What the exercise asks: Give the data again exactly as it appears.

Provided material START

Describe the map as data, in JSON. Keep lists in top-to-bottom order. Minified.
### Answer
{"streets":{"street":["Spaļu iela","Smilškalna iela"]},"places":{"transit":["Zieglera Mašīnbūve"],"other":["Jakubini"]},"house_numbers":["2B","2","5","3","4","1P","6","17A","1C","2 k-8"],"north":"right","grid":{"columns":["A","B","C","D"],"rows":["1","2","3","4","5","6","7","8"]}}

Provided material END

Response area:
Describe the map as data, in JSON. Keep lists in top-to-bottom order. Minified.
### Answer
{"streets":{"street":["Spaļu iela","Smilškalna iela"]},"places":{"transit":["Zieglera Mašīnbūve"],"other":["Jakubini"]},"house_numbers":["2B","2","5","3","4","1P","6","17A","1C","2 k-8"],"north":"right","grid":{"columns":["A","B","C","D"],"rows":["1","2","3","4","5","6","7","8"]}}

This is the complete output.